Because of the position taken by certain non-U.S. authorities, the PCAOB currently is prevented from inspecting the U.S.-related audit work and practices of PCAOB-registered firms in a European country, China, and, to the extent their audit clients have operations in China, Hong Kong.[1]  As a result of these obstacles, investors or potential investors in U.S. capital markets who rely on the audit reports of PCAOB-registered firms in these jurisdictions are deprived of the potential benefits of PCAOB inspections of these auditors.  For the information of those investors and potential investors, the PCAOB is publishing a list identifying each issuer whose PCAOB-registered auditor is located in a jurisdiction where obstacles to PCAOB inspections exist. This list is derived from annual reports on Form 2 filed with the PCAOB by registered public accounting firms which encompass audit reports issued by the firms in the period from April 1, 2016 to March 31, 2018.  Except where otherwise indicated, the firm indicated in its Form 2 for 2018 (covering the period April 1, 2017 to March 31, 2018) having provided an audit report for the issuer.

The list is limited to issuers for which auditors from the jurisdictions in question reported having issued audit reports.**  At the same time, it should also be recognized that there may be auditors from those jurisdictions, including auditors identified in the list, that play a substantial role in the audits of numerous multinational issuers not listed here.  Even though these auditors do not issue audit reports for such multinational issuers, the audit work they perform is relied upon by the issuer’s principal auditor, in the U.S. or elsewhere.  That work is often significant to the audit of the financial statements the multi-national issuer files with the SEC and would also be within the scope of PCAOB inspections.  Additional information is available under Information Related to International Inspections.

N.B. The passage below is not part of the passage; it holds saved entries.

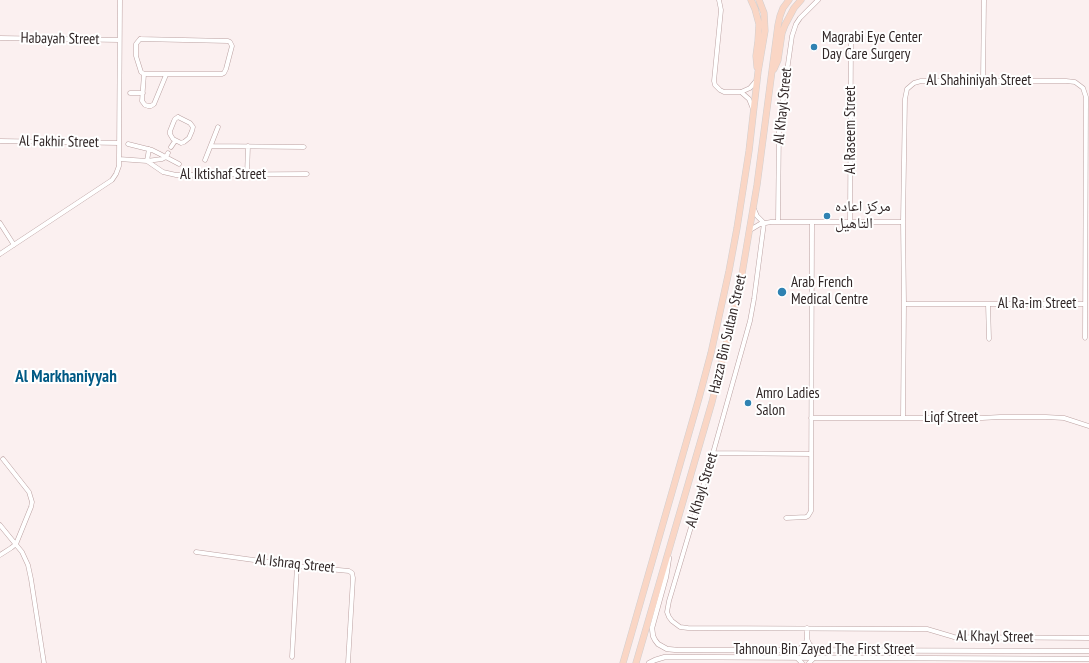 <!DOCTYPE html>
<html>
<head>
<meta charset="utf-8">
<style>
	body { margin:0 }
	canvas { display:block; background:#fbf0f0 }
</style>
</head>
<body>
<canvas width="1089" height="663"></canvas>
<script>
const c = document.querySelector('canvas').getContext('2d');
c.lineJoin = 'round';
const poly = rows => new Path2D(rows.map(r => 'M' + r).join(''));
function stroke(path, color, width, dash) { c.strokeStyle = color; c.lineWidth = width; c.lineCap = dash ? 'butt' : 'round'; c.setLineDash(dash || []); c.stroke(path); }
function label(font, color, halo, rows, align = 'center') {
  c.font = font + ' "PT Sans Narrow","Noto Naskh Arabic",sans-serif'; c.lineWidth = 4; c.setLineDash([]); c.textBaseline = 'middle'; c.strokeStyle = halo; c.fillStyle = color; for (const [text, x, y, turn = 0] of rows) {
    c.save(); c.translate(x, y); c.rotate((+turn || 0) * Math.PI / 180); c.textAlign = isNaN(turn) ? turn : align; if (halo) c.strokeText(text, 0, 0); c.fillText(text, 0, 0); c.restore();
  }
}
const minor = poly([
	[719,0,721,10,714,81,715,85,720,90,724,92,741,92,750,88,756,81],
	[0,38,119,40],
	[140,39,228,41,230,42,232,46,226,69,224,73,222,74,144,74,141,72,136,56,136,44,140,39],
	[144,74,142,101,145,105,148,106,151,106,154,104,166,75],
	[983,80,984,0],
	[741,92,749,99,753,109],
	[130,93,143,93],
	[178,117,190,123,193,127,192,131,189,138,184,142,181,143,173,139,170,134,170,131,174,121,175,119,178,117],
	[0,141,119,143],
	[128,144,152,150,160,154,179,164],
	[211,146,304,147],
	[171,147,175,141],
	[149,149,147,161,162,159,166,157,168,153],
	[119,159,147,161,163,172,176,175,307,174],
	[205,160,218,127],
	[247,175,248,146],
	[754,209,757,216,764,223],
	[778,222,779,127,792,36,796,24,800,18,818,0],
	[850,222,851,38],
	[0,223,14,245],
	[764,223,754,299,750,321,713,453,669,601,667,612,669,617,672,621,680,627,688,628,917,629,927,629,954,637,1089,638],
	[750,230,760,224,771,222,903,222],
	[0,254,112,180,116,174,119,166,119,159,120,0],
	[904,304,1085,304],
	[988,304,989,339],
	[811,418,982,418,1000,417,1046,417,1064,418,1089,426],
	[903,418,904,304,903,222,905,99,907,89,914,83,921,81,1066,81,1075,82,1083,88,1086,97,1086,101,1085,338],
	[713,453,811,454],
	[786,518,806,517,808,516,811,511,812,223],
	[0,525,22,552,28,565,31,579,44,663],
	[196,552,297,566,349,571,352,573,353,578,348,663],
	[0,555,11,548,16,544,31,507,32,502,29,492,3,459],
	[807,639,810,645,816,650],
	[798,650,804,645,806,642,807,639,807,628],
	[292,657,297,566],
	[797,658,802,663],
	[809,663,814,658]
]);
const tertiary = poly([
	[669,558,666,577,652,628,653,636,655,640,658,644,667,649,677,650,1089,651],
	[649,663,655,660,665,657,1089,659]
]);
const primary = poly([
	[751,0,755,9,759,24,758,41,756,56,757,67],
	[774,69,778,60,782,33,785,25,794,8,801,0],
	[623,663,699,398,711,353,729,271,737,228,749,151,758,72,765,31,764,13,759,0],
	[636,663,712,402,733,316,742,274,757,185,778,25,780,16,783,8,789,0]
]);
stroke(minor, '#bca2a2', 5);
stroke(tertiary, '#bca2a2', 5.5);
stroke(primary, '#d2cfcf', 7);
stroke(minor, '#fff', 4);
stroke(tertiary, '#fff', 4.5);
stroke(primary, '#fad6c5', 6);
for (const [x, y, r, color] of [
	[814,47,4,"#2f82b2"],
	[827,216,4,"#2f82b2"],
	[782,292,5,"#2f82b2"],
	[748,403,4,"#2f82b2"]
]) { const dot = new Path2D(); dot.arc(x, y, r, 0, 2 * Math.PI); c.fillStyle = color; c.fill(dot); stroke(dot, '#fff', 1.5); }
label('15px', '#312727', '#fff', [
	["Magrabi Eye Center",822,38],
	["Day Care Surgery",822,55],
	["مركز اعاده",835,207],
	["التاهيل",835,224],
	["Arab French",791,283],
	["Medical Centre",791,300],
	["Amro Ladies",756,394],
	["Salon",756,411]
], 'left');
label('15px', '#312727', '#fff', [
	["Habayah Street",60,39,1],
	["Al Shahiniyah Street",979,81],
	["Al Khayl Street",783,106,-84],
	["Al Raseem Street",851,130,-90],
	["Al Fakhir Street",59,142,1],
	["Al Iktishaf Street",223,175],
	["Al Ra-im Street",1037,304],
	["Hazza Bin Sultan Street",728,334,-77],
	["Liqf Street",951,418],
	["Al Khayl Street",702,490,-73],
	["Al Ishraq Street",295,564,6],
	["Al Khayl Street",995,637,1],
	["Tahnoun Bin Zayed The First Street",824,650]
]);
label('bold 17px', '#005984', '#fff', [
	["Al Markhaniyyah",66,377]
]);
</script>
</body>
</html>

**Some issuers appear in the list more than once, showing more than one auditor. In some cases, this is because the firm had different auditors in different years. In other cases, it is because the issuer had a joint audit, with respect to which more than one auditor reported having issued an audit report. In addition, some companies that appear in the list may have ceased to be issuers since the time of the audit report cited in the relevant firm’s annual report on Form 2. Finally, some auditors shown on the list have been inspected once by the PCAOB, because, in the case of some firms in Hong Kong, the inspections did not involve, or no obstacles were raised to, review of audit work relating to a company’s operations in China.

[1] The position taken by authorities in Mainland China may in some circumstances cause a registered firm located in another jurisdiction to attempt to resist PCAOB inspection of issuer audit work that the firm has performed relating to the issuer’s operations in Mainland China.  Only in Mainland China and Hong Kong, however, is the position of the Chinese authorities effectively an obstacle to inspection of all, or nearly all, registered firms in the jurisdiction.


About the PCAOB

The PCAOB is a nonprofit corporation established by Congress to oversee the audits of public companies in order to protect investors and the public interest by promoting informative, accurate, and independent audit reports. The PCAOB also oversees the audits of brokers and dealers, including compliance reports filed pursuant to federal securities laws, to promote investor protection.